Rodriguez ends her book in May 2006, just after riots flared up and curfews were imposed in Kabul. The women who had studied and graduated from her school had gone their various ways – some to new lives, and others back to the old ones (albeit as changed and economically independent women, with newfound, marketable skills). Following publication, there have been some whisperings (both quiet and open) that Rodriguez betrayed, even endangered, the women of the beauty school, who could now be targeted by conservative elements. In addition, there are rumours that she went back on promises of getting her students out of the country. And, was she going to share the profits of her book with the women whose stories she told?

Whatever the answers to these questions, a very particular type of help was exactly what Rodriguez offered those women who came through her school. Indeed, the reality of Afghan women is that their situation can only be changed by themselves – but perhaps with a bit of help from time to time from the Debbie Rodriguezes of the world, by starting where the women already are, building on their strengths, and teaching them the ability to hang in there. Eventually, Rodriguez left Afghanistan, as have many others. People from developed countries grow up and work in environments that are significantly more organised and transparent than in Afghanistan, and Rodriguez eventually tired of what she was forced to confront.

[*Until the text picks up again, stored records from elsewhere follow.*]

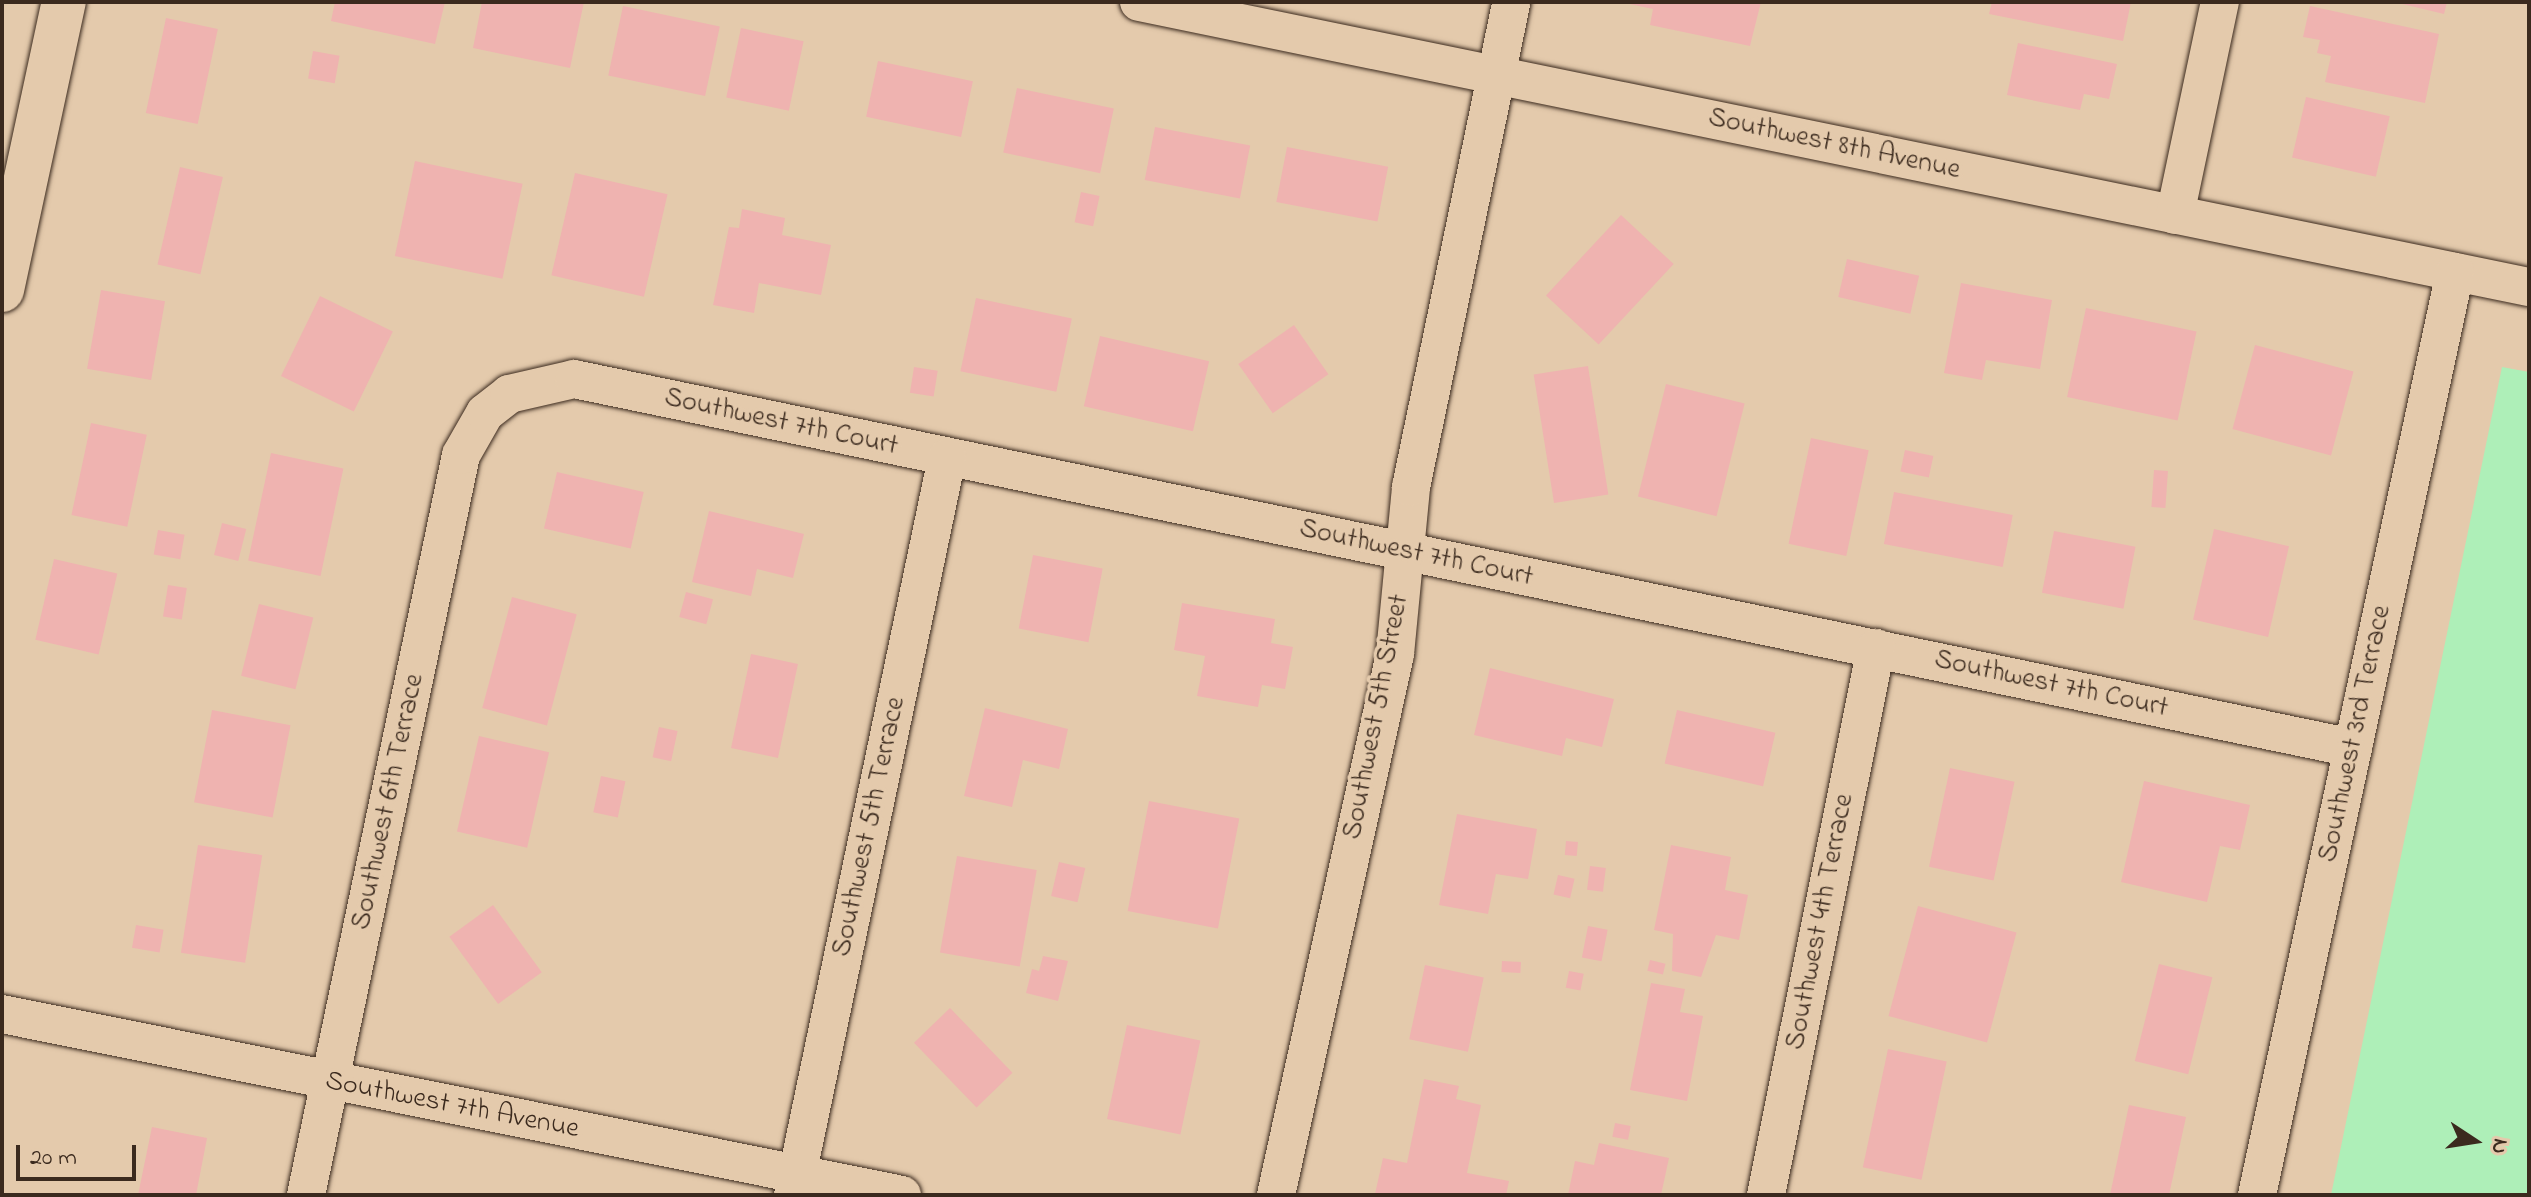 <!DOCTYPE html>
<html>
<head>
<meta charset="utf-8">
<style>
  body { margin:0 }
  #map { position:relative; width:2531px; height:1197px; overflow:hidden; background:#e4caac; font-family:"Indie Flower",sans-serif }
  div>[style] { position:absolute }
  .green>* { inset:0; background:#aeefb8 }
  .building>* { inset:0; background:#efb3b0; transform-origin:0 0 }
  .roads { filter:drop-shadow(0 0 2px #3b2a1e) drop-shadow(0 0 2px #3b2a1e) }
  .street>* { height:38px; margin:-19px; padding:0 19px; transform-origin:19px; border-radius:19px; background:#e4caac }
  .secondary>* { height:44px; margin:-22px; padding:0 22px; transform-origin:22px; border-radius:22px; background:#e4caac }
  span { translate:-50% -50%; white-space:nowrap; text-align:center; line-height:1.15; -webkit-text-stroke:7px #e4caac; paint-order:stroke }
  .street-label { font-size:28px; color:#3b2a1e }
  .frame { position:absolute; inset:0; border:4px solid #3b2a1e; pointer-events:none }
  .north { position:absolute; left:2435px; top:1101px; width:80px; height:80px; -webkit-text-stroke:6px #e4caac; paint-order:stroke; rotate:102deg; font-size:22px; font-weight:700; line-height:32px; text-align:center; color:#3b2a1e }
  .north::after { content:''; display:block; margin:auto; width:28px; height:36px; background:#3b2a1e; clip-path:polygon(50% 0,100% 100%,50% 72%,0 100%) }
  .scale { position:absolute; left:16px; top:1145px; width:120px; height:36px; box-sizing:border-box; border:4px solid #3b2a1e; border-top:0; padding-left:10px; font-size:24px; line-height:28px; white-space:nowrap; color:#3b2a1e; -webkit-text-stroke:6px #e4caac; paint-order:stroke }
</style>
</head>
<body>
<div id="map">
  <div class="green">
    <div style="clip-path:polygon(2502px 367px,2529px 372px,2529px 1195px,2331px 1195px)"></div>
  </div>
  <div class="building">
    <div style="clip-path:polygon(335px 2px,445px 2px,435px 44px,331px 21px)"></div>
    <div style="clip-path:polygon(482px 2px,584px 2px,570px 68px,473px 48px)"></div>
    <div style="clip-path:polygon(1620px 2px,1761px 2px,1750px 46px,1650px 25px,1653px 9px)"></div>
    <div style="clip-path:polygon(1992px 2px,2131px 2px,2123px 41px,1989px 14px)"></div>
    <div style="clip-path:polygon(2394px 2px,2447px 2px,2444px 14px)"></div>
    <div style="left:623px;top:6px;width:99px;height:71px;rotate:12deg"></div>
    <div style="clip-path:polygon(2310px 6px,2439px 34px,2425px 103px,2325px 82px,2331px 56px,2317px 53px,2320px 40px,2303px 37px)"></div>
    <div style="left:166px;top:18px;width:53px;height:97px;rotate:12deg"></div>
    <div style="left:741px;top:28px;width:64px;height:71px;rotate:12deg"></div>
    <div style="clip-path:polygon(2018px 43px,2117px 64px,2109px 99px,2084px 94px,2080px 110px,2007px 95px)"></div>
    <div style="left:313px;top:51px;width:27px;height:28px;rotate:10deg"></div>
    <div style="left:878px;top:61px;width:97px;height:57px;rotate:12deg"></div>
    <div style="left:1017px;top:88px;width:99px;height:66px;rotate:12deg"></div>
    <div style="left:2306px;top:97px;width:86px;height:62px;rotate:13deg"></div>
    <div style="left:1155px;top:127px;width:97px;height:54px;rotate:11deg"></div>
    <div style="left:1287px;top:147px;width:103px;height:56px;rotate:11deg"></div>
    <div style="left:415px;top:161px;width:110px;height:97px;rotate:12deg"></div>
    <div style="left:180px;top:167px;width:44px;height:100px;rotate:13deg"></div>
    <div style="left:575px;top:173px;width:95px;height:105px;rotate:13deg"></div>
    <div style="left:1081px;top:192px;width:19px;height:31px;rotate:12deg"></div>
    <div style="clip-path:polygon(742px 209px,785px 218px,782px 235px,831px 245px,821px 295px,759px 283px,754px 313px,713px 305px,729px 227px,739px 228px)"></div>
    <div style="left:1621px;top:215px;width:72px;height:110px;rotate:43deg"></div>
    <div style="left:1847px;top:259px;width:74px;height:39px;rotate:13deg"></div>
    <div style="clip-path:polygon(1961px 283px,2052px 300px,2040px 369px,1986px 360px,1982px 380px,1944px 373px)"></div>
    <div style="left:101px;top:290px;width:65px;height:80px;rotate:10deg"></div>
    <div style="left:320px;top:296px;width:81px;height:89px;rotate:26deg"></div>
    <div style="left:976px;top:298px;width:98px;height:75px;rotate:12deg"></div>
    <div style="left:2086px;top:308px;width:113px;height:91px;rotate:12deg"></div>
    <div style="left:1294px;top:325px;width:60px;height:68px;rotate:55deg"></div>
    <div style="left:1100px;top:336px;width:112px;height:72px;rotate:13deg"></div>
    <div style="left:2255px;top:345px;width:102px;height:87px;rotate:15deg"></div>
    <div style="left:1588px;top:366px;width:130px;height:55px;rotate:81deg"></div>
    <div style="left:914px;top:367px;width:24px;height:26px;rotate:9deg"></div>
    <div style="left:1666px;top:384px;width:81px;height:116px;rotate:14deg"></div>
    <div style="left:91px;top:423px;width:57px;height:94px;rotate:12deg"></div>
    <div style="left:1811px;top:438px;width:59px;height:108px;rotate:12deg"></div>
    <div style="left:1905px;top:450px;width:29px;height:22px;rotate:12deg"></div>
    <div style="left:271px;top:453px;width:74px;height:110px;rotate:12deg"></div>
    <div style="left:2154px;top:470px;width:14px;height:37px;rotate:4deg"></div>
    <div style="left:557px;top:472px;width:89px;height:58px;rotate:13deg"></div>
    <div style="left:1894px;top:492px;width:121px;height:53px;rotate:11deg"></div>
    <div style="clip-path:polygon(709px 511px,804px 534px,793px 578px,757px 569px,751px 596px,692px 582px)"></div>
    <div style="left:222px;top:523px;width:25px;height:33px;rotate:14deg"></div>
    <div style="left:2214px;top:529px;width:77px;height:93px;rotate:13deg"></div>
    <div style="left:158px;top:530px;width:27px;height:25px;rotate:10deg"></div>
    <div style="left:2054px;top:531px;width:83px;height:63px;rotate:11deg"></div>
    <div style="left:1033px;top:555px;width:71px;height:75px;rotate:11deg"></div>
    <div style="left:54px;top:559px;width:65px;height:83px;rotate:13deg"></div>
    <div style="left:168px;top:585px;width:19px;height:32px;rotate:9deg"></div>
    <div style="left:686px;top:592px;width:28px;height:26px;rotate:15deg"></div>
    <div style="left:512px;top:597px;width:67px;height:115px;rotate:15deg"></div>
    <div style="clip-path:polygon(1182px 603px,1275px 619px,1271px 643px,1293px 647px,1285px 689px,1262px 685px,1258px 707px,1197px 696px,1205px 656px,1174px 650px)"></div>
    <div style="left:259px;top:604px;width:56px;height:74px;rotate:14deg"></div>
    <div style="left:751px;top:654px;width:48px;height:96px;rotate:12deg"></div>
    <div style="clip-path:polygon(1490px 668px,1614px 699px,1602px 747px,1566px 738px,1562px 756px,1474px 735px)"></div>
    <div style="clip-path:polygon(985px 708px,1068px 729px,1059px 769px,1023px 760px,1012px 807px,964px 796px)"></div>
    <div style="left:212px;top:710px;width:80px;height:94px;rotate:11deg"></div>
    <div style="left:1677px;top:710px;width:101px;height:55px;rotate:13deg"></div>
    <div style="left:659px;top:727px;width:19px;height:31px;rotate:12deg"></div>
    <div style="left:479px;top:736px;width:72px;height:98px;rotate:13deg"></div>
    <div style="left:1950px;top:768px;width:66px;height:101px;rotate:12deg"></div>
    <div style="left:601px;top:776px;width:25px;height:37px;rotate:12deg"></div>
    <div style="clip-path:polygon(2144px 781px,2250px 805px,2240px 850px,2220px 846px,2207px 902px,2121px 882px)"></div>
    <div style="left:1149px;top:801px;width:92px;height:112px;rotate:11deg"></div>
    <div style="clip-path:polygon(1457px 814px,1537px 829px,1528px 879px,1496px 874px,1488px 914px,1439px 905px)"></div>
    <div style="left:1566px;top:841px;width:12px;height:14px;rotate:5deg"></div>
    <div style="left:198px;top:845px;width:65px;height:109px;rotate:9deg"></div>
    <div style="clip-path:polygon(1671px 845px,1731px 857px,1725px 890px,1748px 895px,1739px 940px,1716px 935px,1701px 977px,1672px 971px,1673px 934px,1654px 930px)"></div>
    <div style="left:957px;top:856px;width:81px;height:98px;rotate:10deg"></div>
    <div style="left:1059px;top:862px;width:27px;height:35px;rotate:13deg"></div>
    <div style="left:1590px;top:866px;width:16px;height:24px;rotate:7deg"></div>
    <div style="left:1558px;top:875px;width:17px;height:20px;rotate:13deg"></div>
    <div style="left:493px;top:905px;width:83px;height:54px;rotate:54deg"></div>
    <div style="left:1918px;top:906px;width:102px;height:114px;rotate:15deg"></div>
    <div style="left:136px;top:925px;width:28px;height:23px;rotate:10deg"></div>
    <div style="left:1588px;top:926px;width:20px;height:32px;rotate:11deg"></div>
    <div style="clip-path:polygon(1043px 956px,1068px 961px,1058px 1001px,1026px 993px,1032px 969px,1039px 971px)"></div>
    <div style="left:1650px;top:960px;width:16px;height:11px;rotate:14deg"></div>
    <div style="left:1502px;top:961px;width:19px;height:11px;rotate:3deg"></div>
    <div style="left:2159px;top:964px;width:55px;height:100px;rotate:14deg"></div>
    <div style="left:1425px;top:965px;width:60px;height:76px;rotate:12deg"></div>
    <div style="left:1569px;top:971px;width:15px;height:17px;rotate:11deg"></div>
    <div style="clip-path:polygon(1651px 983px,1685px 989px,1680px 1012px,1703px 1016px,1687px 1101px,1630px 1090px)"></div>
    <div style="left:950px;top:1008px;width:90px;height:50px;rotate:46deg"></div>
    <div style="left:1127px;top:1025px;width:75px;height:96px;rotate:12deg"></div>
    <div style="left:1888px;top:1049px;width:60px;height:121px;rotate:12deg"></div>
    <div style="clip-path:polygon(1424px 1079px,1459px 1086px,1456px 1099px,1481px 1105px,1467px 1173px,1509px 1181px,1506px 1195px,1375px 1194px,1383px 1158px,1407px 1163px)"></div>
    <div style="clip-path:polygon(2129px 1105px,2186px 1117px,2169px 1195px,2110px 1195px)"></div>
    <div style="left:1615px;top:1123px;width:16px;height:14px;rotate:11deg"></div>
    <div style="clip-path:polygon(152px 1127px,207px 1138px,196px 1195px,138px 1195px)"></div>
    <div style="clip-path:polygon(1599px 1143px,1669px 1158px,1661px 1195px,1568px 1195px,1575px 1161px,1594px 1165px)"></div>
  </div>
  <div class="roads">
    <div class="street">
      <div style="left:1139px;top:2px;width:1419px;rotate:11.59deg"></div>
      <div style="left:2175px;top:215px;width:218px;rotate:-78.1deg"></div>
      <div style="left:2px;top:1014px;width:918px;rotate:11.37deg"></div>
      <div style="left:306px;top:1195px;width:756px;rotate:-78.17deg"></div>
      <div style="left:461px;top:455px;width:48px;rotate:-60.3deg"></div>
      <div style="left:485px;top:413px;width:31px;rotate:-38deg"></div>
      <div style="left:509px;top:394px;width:67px;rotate:-13deg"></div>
      <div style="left:574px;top:379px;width:1817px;rotate:11.72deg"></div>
      <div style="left:793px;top:1195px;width:753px;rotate:-78.2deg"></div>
      <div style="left:1276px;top:1195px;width:554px;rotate:-77.59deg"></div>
      <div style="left:1395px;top:654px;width:168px;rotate:-84.5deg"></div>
      <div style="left:1411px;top:487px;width:495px;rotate:-78.3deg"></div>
      <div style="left:1766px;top:1195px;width:558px;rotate:-78.63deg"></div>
      <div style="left:2257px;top:1195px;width:944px;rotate:-77.89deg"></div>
    </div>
    <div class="secondary">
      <div style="left:2px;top:290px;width:295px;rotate:-77.9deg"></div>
    </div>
  </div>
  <div class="street-label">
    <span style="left:1834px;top:145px;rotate:12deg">Southwest 8th Avenue</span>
    <span style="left:781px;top:423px;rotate:12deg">Southwest 7th Court</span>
    <span style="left:1416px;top:554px;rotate:12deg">Southwest 7th Court</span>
    <span style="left:2051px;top:685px;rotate:12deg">Southwest 7th Court</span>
    <span style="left:1377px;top:717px;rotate:-79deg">Southwest 5th Street</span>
    <span style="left:2356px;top:734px;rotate:-78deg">Southwest 3rd Terrace</span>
    <span style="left:389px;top:802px;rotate:-78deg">Southwest 6th Terrace</span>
    <span style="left:870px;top:827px;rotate:-78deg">Southwest 5th Terrace</span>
    <span style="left:1821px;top:922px;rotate:-79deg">Southwest 4th Terrace</span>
    <span style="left:452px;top:1106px;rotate:11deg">Southwest 7th Avenue</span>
  </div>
  <div class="frame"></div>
  <div class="north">N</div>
  <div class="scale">20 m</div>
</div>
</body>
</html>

In fact, her contribution reflects a microcosm of what development and reconstruction in Afghanistan is about in general: too much, too soon, and in too much of a hurry.

Working in Afghanistan requires immense patience, and digging in one's heels. Change will take time. Decades of oppression from inside and outside the country have left a deep impression on Afghan women and men, in different ways. They have suffered separately, but also collectively. Rodriguez offered friendship and a modicum of freedom to a group of women, within the confines of Afghan society. This is the element that makes The Kabul Beauty School ring true. The book not only reads well, but is highly descriptive of a country and a people of which Rodriguez was, briefly, privileged to be part. And that, no one can take away from her. Just as no one can take away from those Afghan women what they got from Rodriguez.